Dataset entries
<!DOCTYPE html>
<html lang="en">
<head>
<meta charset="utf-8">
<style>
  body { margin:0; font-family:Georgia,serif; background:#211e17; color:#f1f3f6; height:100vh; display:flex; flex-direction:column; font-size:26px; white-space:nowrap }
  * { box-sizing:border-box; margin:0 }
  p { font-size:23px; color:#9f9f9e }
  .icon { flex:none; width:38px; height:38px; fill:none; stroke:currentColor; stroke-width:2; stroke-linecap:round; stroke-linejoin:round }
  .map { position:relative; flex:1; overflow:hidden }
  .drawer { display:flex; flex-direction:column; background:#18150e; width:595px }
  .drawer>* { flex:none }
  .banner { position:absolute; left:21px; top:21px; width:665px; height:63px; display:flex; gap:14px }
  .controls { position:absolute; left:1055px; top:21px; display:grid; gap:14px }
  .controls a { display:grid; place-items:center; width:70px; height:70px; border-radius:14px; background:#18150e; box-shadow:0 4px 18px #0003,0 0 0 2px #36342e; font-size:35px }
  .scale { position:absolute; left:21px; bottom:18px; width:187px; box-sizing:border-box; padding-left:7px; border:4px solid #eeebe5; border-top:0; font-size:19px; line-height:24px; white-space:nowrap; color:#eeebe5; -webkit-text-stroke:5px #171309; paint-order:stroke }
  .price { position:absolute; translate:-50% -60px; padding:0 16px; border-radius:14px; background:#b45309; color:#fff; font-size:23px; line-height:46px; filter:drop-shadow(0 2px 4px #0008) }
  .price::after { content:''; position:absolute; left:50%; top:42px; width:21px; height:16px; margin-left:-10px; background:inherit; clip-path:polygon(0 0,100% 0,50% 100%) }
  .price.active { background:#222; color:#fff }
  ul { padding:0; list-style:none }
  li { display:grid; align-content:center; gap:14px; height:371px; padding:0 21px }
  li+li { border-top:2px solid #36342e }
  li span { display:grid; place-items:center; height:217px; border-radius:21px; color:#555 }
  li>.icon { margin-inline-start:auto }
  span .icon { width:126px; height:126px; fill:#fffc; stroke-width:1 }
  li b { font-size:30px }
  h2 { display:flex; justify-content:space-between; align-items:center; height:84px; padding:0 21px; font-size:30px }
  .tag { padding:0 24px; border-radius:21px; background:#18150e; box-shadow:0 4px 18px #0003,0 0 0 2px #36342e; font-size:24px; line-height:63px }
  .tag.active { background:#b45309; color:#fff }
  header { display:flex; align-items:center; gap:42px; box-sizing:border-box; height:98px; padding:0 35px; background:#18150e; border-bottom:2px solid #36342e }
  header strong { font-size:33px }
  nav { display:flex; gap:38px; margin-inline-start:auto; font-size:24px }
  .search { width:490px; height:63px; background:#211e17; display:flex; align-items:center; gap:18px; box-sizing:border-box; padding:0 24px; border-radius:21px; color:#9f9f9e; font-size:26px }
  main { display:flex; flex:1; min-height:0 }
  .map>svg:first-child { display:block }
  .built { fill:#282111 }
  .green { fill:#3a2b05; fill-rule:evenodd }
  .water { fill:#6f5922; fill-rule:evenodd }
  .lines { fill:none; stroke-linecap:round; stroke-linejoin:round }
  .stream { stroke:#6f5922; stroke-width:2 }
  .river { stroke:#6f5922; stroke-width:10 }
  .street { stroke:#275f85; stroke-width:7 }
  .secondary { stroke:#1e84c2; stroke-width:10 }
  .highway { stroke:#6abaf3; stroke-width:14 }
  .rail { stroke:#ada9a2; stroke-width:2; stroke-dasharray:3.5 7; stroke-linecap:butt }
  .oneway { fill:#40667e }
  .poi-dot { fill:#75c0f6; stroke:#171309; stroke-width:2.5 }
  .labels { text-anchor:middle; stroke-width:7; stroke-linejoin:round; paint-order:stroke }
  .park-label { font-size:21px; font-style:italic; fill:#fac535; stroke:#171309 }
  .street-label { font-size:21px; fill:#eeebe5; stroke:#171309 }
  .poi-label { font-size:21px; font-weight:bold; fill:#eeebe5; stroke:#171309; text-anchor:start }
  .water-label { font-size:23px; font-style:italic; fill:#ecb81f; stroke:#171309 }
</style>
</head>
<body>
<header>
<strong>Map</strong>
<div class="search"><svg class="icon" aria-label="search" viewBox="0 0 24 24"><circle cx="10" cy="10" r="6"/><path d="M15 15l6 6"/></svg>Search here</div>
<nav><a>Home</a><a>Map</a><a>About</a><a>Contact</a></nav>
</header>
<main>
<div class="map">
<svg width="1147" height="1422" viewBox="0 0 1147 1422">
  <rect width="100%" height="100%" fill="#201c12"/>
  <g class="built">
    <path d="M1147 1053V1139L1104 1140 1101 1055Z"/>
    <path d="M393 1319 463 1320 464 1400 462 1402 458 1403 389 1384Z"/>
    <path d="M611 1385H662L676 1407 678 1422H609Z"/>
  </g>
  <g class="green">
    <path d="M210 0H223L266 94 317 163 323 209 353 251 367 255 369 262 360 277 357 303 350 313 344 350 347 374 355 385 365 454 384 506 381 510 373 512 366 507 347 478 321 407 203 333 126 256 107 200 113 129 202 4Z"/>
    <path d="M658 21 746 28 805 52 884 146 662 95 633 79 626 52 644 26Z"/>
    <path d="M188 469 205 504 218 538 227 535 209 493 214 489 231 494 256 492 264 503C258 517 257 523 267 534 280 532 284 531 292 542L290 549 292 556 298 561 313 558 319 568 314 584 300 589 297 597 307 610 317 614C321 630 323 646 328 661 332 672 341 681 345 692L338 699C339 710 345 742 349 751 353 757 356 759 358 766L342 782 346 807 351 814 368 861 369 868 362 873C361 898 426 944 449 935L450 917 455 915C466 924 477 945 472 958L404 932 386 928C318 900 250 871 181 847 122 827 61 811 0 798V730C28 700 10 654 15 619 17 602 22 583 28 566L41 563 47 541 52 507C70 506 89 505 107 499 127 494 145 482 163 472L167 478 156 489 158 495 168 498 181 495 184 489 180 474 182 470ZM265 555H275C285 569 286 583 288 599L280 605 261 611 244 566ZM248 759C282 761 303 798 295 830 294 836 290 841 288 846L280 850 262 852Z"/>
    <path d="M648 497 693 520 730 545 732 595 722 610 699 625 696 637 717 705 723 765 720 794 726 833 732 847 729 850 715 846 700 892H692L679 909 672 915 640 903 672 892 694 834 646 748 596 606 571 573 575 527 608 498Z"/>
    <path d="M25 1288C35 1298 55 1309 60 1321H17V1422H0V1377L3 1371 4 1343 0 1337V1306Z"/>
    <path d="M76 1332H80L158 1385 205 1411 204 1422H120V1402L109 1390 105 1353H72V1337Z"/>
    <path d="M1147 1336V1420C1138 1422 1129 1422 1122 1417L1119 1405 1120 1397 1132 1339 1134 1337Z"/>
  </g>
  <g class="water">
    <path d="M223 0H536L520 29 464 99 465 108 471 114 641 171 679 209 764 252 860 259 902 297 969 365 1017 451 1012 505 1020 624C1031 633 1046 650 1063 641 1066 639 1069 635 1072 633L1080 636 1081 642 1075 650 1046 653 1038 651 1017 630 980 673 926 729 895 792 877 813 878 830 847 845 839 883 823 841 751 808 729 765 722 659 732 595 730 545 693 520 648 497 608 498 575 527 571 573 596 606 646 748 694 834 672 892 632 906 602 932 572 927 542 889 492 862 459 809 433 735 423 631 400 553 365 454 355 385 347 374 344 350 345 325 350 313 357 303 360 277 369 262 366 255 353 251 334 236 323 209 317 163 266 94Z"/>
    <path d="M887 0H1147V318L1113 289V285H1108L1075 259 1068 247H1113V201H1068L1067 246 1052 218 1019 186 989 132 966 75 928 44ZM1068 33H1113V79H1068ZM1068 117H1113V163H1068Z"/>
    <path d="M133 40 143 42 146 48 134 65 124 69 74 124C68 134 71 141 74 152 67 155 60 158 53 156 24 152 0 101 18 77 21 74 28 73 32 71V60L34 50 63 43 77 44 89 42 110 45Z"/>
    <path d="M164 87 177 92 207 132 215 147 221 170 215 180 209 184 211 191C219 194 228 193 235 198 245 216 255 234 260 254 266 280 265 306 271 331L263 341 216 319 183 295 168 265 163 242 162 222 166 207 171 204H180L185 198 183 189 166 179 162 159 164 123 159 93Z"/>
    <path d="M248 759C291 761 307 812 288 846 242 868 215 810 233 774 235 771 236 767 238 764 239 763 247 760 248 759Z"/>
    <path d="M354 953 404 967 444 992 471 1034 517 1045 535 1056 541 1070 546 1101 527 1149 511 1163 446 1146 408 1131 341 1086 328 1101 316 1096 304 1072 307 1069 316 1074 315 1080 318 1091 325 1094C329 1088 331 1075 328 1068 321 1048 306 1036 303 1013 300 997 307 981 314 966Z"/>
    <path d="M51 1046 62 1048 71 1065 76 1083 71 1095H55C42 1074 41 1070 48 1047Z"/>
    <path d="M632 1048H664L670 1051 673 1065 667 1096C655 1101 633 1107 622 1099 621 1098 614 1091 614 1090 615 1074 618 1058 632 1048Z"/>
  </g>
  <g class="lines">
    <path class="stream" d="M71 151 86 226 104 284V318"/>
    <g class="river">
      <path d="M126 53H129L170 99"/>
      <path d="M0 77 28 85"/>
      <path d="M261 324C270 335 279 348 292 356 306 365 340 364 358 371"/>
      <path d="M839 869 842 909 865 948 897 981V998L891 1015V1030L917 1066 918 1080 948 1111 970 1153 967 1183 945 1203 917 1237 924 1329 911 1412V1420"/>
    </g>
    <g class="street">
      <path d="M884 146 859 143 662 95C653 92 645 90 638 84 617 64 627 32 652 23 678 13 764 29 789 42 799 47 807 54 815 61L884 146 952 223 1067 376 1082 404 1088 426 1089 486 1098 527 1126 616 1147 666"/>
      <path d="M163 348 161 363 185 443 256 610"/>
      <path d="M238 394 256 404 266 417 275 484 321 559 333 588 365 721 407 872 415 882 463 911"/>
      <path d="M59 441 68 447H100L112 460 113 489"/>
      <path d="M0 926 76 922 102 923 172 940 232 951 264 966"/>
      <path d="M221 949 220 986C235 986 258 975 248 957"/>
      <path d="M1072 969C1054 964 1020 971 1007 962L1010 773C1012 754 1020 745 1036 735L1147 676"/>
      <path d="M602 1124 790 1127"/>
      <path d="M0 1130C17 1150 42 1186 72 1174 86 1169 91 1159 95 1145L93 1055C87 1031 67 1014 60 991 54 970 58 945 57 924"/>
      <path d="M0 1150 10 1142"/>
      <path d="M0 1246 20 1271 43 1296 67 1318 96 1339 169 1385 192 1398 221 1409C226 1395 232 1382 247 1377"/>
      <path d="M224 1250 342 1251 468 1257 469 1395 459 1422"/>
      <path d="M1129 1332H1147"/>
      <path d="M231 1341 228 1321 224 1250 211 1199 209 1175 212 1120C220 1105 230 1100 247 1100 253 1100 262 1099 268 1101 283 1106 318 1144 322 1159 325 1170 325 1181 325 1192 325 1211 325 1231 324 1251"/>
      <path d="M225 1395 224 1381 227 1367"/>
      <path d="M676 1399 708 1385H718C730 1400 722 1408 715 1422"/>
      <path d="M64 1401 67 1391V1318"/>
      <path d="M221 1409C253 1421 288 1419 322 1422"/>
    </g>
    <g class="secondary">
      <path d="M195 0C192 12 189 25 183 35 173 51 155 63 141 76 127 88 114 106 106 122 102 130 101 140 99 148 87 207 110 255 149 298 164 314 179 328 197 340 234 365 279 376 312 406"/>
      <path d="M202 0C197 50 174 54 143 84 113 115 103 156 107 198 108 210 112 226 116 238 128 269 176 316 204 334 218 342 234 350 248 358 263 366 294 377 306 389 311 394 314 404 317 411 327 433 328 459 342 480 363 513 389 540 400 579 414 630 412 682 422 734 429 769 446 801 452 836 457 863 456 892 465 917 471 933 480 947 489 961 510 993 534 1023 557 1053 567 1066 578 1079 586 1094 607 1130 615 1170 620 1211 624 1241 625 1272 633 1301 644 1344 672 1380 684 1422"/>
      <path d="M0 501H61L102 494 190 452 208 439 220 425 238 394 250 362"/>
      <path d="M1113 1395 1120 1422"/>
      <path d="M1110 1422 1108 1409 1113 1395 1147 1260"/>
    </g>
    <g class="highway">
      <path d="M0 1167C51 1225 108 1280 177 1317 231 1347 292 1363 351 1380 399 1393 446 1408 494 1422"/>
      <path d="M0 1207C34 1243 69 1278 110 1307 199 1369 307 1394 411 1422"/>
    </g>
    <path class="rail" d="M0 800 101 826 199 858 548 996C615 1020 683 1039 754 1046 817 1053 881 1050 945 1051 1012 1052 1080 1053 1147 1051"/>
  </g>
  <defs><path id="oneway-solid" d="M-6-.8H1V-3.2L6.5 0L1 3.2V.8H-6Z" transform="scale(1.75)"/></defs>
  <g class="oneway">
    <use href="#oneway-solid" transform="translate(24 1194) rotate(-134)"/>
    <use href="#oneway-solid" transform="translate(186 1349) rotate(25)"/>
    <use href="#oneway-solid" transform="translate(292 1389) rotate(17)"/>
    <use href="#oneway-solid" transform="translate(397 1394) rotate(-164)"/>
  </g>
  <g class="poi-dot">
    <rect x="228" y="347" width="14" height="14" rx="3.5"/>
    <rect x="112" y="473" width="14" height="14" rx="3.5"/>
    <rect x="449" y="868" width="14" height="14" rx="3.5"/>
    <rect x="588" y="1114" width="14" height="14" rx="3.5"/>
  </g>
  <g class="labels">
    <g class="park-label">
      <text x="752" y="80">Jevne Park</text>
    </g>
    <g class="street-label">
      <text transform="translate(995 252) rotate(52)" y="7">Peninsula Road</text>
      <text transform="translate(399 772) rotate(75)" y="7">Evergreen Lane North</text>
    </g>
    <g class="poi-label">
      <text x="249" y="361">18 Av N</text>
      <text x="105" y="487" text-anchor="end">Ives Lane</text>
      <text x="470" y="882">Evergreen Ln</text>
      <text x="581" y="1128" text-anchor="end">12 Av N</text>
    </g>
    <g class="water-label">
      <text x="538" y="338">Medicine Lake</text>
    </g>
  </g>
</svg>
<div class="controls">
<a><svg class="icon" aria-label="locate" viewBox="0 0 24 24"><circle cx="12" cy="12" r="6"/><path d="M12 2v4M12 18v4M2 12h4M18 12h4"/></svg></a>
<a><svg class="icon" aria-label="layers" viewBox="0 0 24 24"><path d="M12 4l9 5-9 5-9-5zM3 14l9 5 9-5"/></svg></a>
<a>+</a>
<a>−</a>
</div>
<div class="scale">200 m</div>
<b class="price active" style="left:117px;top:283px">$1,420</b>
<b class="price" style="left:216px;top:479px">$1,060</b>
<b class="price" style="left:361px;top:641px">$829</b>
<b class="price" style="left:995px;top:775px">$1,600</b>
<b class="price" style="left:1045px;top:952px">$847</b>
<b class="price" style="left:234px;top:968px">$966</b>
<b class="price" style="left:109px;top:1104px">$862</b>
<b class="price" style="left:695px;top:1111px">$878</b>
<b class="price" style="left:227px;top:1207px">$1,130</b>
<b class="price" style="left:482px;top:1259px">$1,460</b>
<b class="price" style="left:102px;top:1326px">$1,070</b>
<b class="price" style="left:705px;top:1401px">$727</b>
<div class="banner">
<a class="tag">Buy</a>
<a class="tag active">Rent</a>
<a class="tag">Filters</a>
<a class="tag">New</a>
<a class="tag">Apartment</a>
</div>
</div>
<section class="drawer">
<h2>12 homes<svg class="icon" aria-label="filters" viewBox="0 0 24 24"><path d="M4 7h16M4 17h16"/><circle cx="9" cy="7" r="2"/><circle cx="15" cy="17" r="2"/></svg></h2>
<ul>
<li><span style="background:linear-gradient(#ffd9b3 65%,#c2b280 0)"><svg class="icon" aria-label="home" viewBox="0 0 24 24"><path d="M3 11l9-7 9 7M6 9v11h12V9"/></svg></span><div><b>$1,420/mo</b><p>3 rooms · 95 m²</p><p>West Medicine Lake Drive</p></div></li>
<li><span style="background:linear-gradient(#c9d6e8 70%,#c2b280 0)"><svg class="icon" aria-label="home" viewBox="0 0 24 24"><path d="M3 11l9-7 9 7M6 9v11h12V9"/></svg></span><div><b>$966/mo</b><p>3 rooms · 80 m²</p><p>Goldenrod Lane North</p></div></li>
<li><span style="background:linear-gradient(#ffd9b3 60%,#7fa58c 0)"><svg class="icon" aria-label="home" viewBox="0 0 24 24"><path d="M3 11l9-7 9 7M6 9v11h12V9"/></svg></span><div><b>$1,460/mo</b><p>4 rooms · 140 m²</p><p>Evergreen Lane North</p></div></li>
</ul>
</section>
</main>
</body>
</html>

What you are asked to do. Nothing but the lines from the top of the records down to the line with "display:flex; flex-direction:column; background:#18150e;" belongs in the answer; repeat them exactly.

Response box.
<!DOCTYPE html>
<html lang="en">
<head>
<meta charset="utf-8">
<style>
  body { margin:0; font-family:Georgia,serif; background:#211e17; color:#f1f3f6; height:100vh; display:flex; flex-direction:column; font-size:26px; white-space:nowrap }
  * { box-sizing:border-box; margin:0 }
  p { font-size:23px; color:#9f9f9e }
  .icon { flex:none; width:38px; height:38px; fill:none; stroke:currentColor; stroke-width:2; stroke-linecap:round; stroke-linejoin:round }
  .map { position:relative; flex:1; overflow:hidden }
  .drawer { display:flex; flex-direction:column; background:#18150e; width:595px }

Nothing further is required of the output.